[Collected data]
⁂
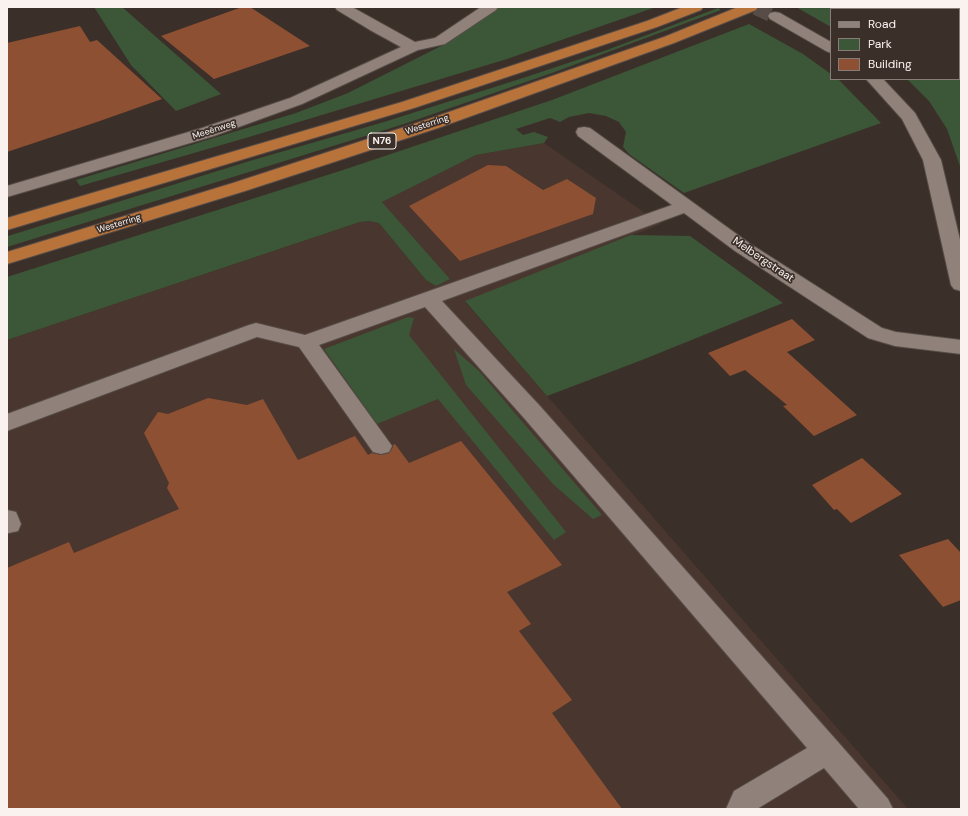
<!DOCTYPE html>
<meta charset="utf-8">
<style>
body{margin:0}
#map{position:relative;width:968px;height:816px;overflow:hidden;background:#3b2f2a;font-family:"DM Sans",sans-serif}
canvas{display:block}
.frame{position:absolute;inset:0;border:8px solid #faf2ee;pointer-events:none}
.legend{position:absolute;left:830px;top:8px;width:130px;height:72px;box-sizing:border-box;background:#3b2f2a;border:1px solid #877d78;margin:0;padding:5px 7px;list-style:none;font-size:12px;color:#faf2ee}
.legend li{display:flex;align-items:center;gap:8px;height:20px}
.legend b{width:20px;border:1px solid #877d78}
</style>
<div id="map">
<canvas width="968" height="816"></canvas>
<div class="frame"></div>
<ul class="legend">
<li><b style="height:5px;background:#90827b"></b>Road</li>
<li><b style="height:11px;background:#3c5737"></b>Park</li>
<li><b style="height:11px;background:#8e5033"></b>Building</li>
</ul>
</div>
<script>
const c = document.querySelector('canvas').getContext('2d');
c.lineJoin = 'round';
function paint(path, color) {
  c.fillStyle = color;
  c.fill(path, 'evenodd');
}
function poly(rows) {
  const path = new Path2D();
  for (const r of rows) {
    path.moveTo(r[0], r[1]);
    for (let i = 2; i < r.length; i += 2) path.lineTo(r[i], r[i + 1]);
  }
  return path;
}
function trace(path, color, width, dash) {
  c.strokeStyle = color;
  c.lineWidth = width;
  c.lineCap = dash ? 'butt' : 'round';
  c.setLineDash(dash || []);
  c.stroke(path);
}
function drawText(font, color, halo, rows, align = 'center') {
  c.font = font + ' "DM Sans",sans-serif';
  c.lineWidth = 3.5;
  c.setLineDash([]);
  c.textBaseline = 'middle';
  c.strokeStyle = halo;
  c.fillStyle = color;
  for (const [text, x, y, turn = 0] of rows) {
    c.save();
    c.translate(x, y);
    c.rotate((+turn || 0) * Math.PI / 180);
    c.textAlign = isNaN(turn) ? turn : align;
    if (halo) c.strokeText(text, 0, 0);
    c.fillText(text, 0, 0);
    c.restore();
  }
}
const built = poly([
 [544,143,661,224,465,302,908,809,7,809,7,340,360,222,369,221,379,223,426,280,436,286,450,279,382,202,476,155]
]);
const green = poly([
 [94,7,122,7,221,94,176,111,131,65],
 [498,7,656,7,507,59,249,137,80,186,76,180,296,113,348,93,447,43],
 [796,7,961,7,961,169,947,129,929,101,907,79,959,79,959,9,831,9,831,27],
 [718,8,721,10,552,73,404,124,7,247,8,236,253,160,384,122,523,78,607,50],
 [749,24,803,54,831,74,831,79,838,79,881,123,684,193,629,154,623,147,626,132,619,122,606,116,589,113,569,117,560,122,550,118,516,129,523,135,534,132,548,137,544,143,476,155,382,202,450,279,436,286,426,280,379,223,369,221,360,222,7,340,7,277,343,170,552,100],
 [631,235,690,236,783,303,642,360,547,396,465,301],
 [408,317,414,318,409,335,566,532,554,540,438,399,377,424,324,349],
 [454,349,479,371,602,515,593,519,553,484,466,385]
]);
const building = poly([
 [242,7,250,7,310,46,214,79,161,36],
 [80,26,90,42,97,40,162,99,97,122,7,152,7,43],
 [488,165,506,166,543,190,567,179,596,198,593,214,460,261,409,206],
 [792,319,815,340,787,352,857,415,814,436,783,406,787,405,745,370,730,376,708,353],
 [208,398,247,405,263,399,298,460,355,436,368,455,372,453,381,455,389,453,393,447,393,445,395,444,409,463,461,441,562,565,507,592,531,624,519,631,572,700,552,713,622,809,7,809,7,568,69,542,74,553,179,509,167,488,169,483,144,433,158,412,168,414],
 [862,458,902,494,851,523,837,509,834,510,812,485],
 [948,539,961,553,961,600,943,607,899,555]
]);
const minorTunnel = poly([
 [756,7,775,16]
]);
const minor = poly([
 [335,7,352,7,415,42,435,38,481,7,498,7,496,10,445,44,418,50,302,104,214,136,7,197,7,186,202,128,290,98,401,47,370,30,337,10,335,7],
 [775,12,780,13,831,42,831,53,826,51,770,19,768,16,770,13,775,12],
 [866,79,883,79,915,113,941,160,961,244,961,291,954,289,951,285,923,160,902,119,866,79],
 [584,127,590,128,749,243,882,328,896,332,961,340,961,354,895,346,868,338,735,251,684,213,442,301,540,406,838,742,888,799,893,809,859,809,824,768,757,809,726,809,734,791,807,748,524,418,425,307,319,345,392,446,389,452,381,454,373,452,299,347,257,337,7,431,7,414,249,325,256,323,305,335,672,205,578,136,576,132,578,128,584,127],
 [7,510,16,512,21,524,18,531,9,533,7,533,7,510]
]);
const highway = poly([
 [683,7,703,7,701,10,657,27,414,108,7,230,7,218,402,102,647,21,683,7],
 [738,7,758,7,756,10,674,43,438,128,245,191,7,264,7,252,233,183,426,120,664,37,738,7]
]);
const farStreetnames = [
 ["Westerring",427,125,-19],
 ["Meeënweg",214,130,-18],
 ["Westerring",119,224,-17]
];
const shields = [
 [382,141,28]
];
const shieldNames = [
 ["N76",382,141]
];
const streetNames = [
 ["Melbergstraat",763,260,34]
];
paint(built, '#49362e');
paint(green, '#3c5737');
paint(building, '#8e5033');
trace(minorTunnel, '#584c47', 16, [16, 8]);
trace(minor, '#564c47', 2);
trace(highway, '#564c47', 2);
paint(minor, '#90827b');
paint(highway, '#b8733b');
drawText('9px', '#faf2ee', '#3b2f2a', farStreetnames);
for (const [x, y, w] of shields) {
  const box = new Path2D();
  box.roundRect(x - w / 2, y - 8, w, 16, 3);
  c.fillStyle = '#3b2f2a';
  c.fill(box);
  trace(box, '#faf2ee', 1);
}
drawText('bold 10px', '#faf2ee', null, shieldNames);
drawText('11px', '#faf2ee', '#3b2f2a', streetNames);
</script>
⁂
# What you need to do:
All that is needed is an exact copy of the lines from the top of the entries through the line containing "c.strokeStyle = halo;", pictures left out.

# Exercise response:
<!DOCTYPE html>
<meta charset="utf-8">
<style>
body{margin:0}
#map{position:relative;width:968px;height:816px;overflow:hidden;background:#3b2f2a;font-family:"DM Sans",sans-serif}
canvas{display:block}
.frame{position:absolute;inset:0;border:8px solid #faf2ee;pointer-events:none}
.legend{position:absolute;left:830px;top:8px;width:130px;height:72px;box-sizing:border-box;background:#3b2f2a;border:1px solid #877d78;margin:0;padding:5px 7px;list-style:none;font-size:12px;color:#faf2ee}
.legend li{display:flex;align-items:center;gap:8px;height:20px}
.legend b{width:20px;border:1px solid #877d78}
</style>
<div id="map">
<canvas width="968" height="816"></canvas>
<div class="frame"></div>
<ul class="legend">
<li><b style="height:5px;background:#90827b"></b>Road</li>
<li><b style="height:11px;background:#3c5737"></b>Park</li>
<li><b style="height:11px;background:#8e5033"></b>Building</li>
</ul>
</div>
<script>
const c = document.querySelector('canvas').getContext('2d');
c.lineJoin = 'round';
function paint(path, color) {
  c.fillStyle = color;
  c.fill(path, 'evenodd');
}
function poly(rows) {
  const path = new Path2D();
  for (const r of rows) {
    path.moveTo(r[0], r[1]);
    for (let i = 2; i < r.length; i += 2) path.lineTo(r[i], r[i + 1]);
  }
  return path;
}
function trace(path, color, width, dash) {
  c.strokeStyle = color;
  c.lineWidth = width;
  c.lineCap = dash ? 'butt' : 'round';
  c.setLineDash(dash || []);
  c.stroke(path);
}
function drawText(font, color, halo, rows, align = 'center') {
  c.font = font + ' "DM Sans",sans-serif';
  c.lineWidth = 3.5;
  c.setLineDash([]);
  c.textBaseline = 'middle';
  c.strokeStyle = halo;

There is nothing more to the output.